Exercise: Images excluded, repeat each entry below exactly.

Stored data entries
•••••

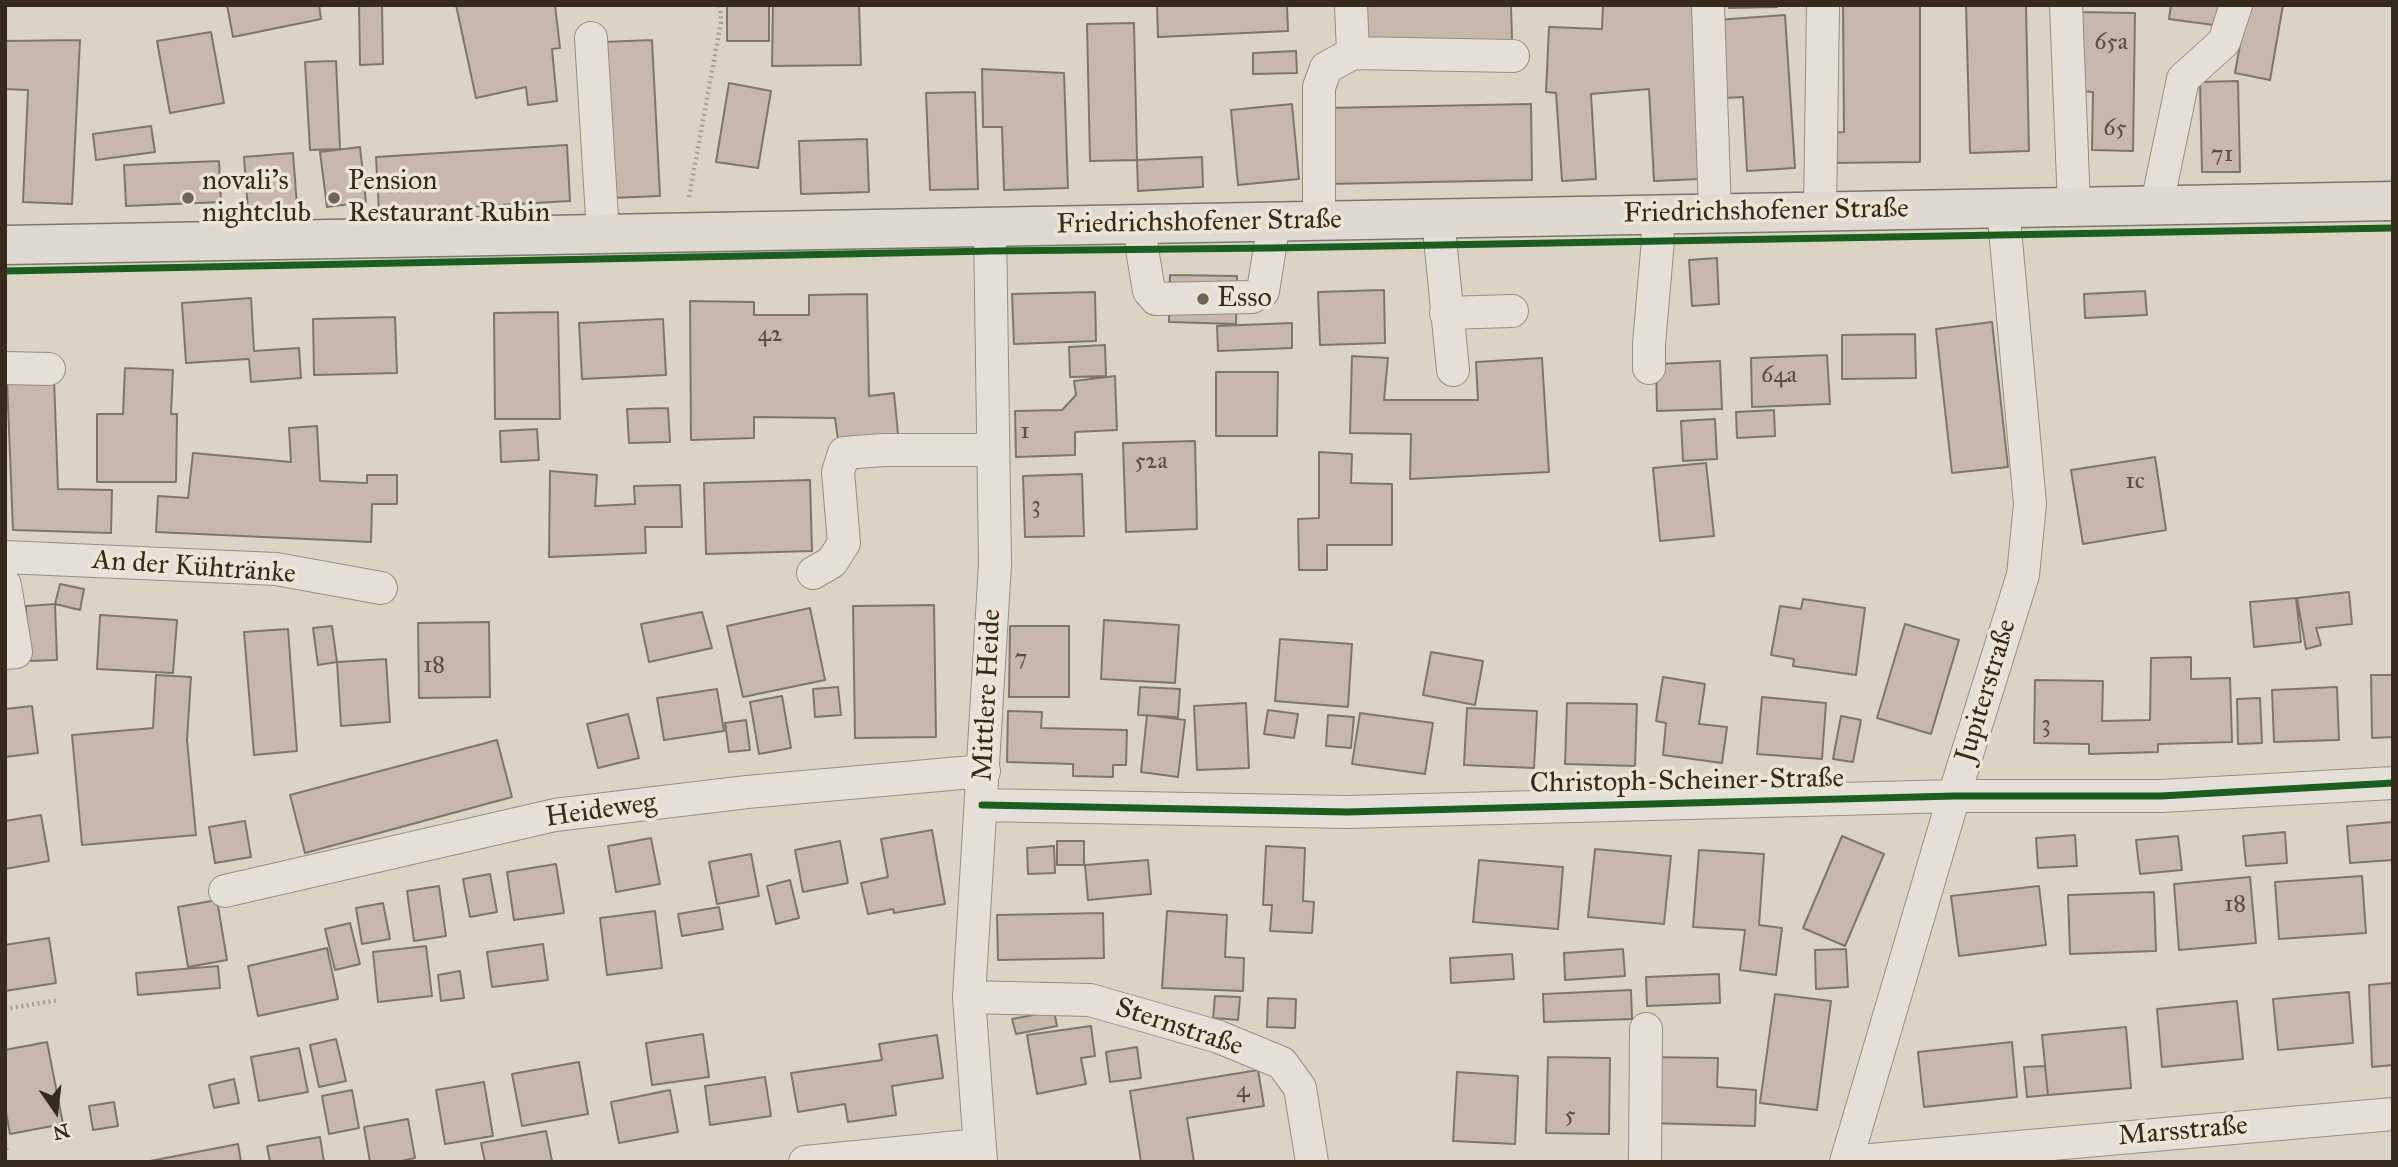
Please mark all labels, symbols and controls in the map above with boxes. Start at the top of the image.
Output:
house number: 65a [2094,29,2128,57]
house number: 65 [2103,115,2127,143]
house number: 71 [2211,141,2233,169]
place label: novali's nightclub [202,165,311,231]
place label: Pension Restaurant Rubin [348,165,550,231]
marker: novali's nightclub [180,190,196,206]
marker: Pension Restaurant Rubin [326,190,342,206]
street label: Friedrichshofener Straße [1623,193,1909,231]
street label: Friedrichshofener Straße [1056,204,1342,242]
place label: Esso [1217,282,1272,316]
marker: Esso [1195,291,1211,307]
house number: 42 [757,321,783,349]
house number: 64a [1761,362,1797,390]
house number: 1 [1020,418,1030,446]
house number: 52a [1134,448,1168,476]
house number: 1c [2125,468,2145,496]
house number: 3 [1031,492,1041,520]
street label: An der Kühtränke [91,544,297,592]
street label: Mittlere Heide [967,608,1009,782]
street label: Jupiterstraße [1949,615,2025,767]
house number: 7 [1015,645,1027,673]
house number: 18 [423,652,445,680]
house number: 3 [2041,711,2051,739]
street label: Christoph-Scheiner-Straße [1530,762,1844,802]
street label: Heideweg [543,787,659,835]
house number: 18 [2224,891,2246,919]
street label: Sternstraße [1111,992,1247,1064]
north arrow [21,1076,91,1146]
house number: 4 [1236,1077,1250,1105]
house number: 5 [1564,1102,1576,1130]
street label: Marsstraße [2117,1110,2249,1154]
text: N [51,1119,72,1145]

•••••

Exercise result:
Please mark all labels, symbols and controls in the map above with boxes. Start at the top of the image.
Output:
house number: 65a [2094,29,2128,57]
house number: 65 [2103,115,2127,143]
house number: 71 [2211,141,2233,169]
place label: novali's nightclub [202,165,311,231]
place label: Pension Restaurant Rubin [348,165,550,231]
marker: novali's nightclub [180,190,196,206]
marker: Pension Restaurant Rubin [326,190,342,206]
street label: Friedrichshofener Straße [1623,193,1909,231]
street label: Friedrichshofener Straße [1056,204,1342,242]
place label: Esso [1217,282,1272,316]
marker: Esso [1195,291,1211,307]
house number: 42 [757,321,783,349]
house number: 64a [1761,362,1797,390]
house number: 1 [1020,418,1030,446]
house number: 52a [1134,448,1168,476]
house number: 1c [2125,468,2145,496]
house number: 3 [1031,492,1041,520]
street label: An der Kühtränke [91,544,297,592]
street label: Mittlere Heide [967,608,1009,782]
street label: Jupiterstraße [1949,615,2025,767]
house number: 7 [1015,645,1027,673]
house number: 18 [423,652,445,680]
house number: 3 [2041,711,2051,739]
street label: Christoph-Scheiner-Straße [1530,762,1844,802]
street label: Heideweg [543,787,659,835]
house number: 18 [2224,891,2246,919]
street label: Sternstraße [1111,992,1247,1064]
north arrow [21,1076,91,1146]
house number: 4 [1236,1077,1250,1105]
house number: 5 [1564,1102,1576,1130]
street label: Marsstraße [2117,1110,2249,1154]
text: N [51,1119,72,1145]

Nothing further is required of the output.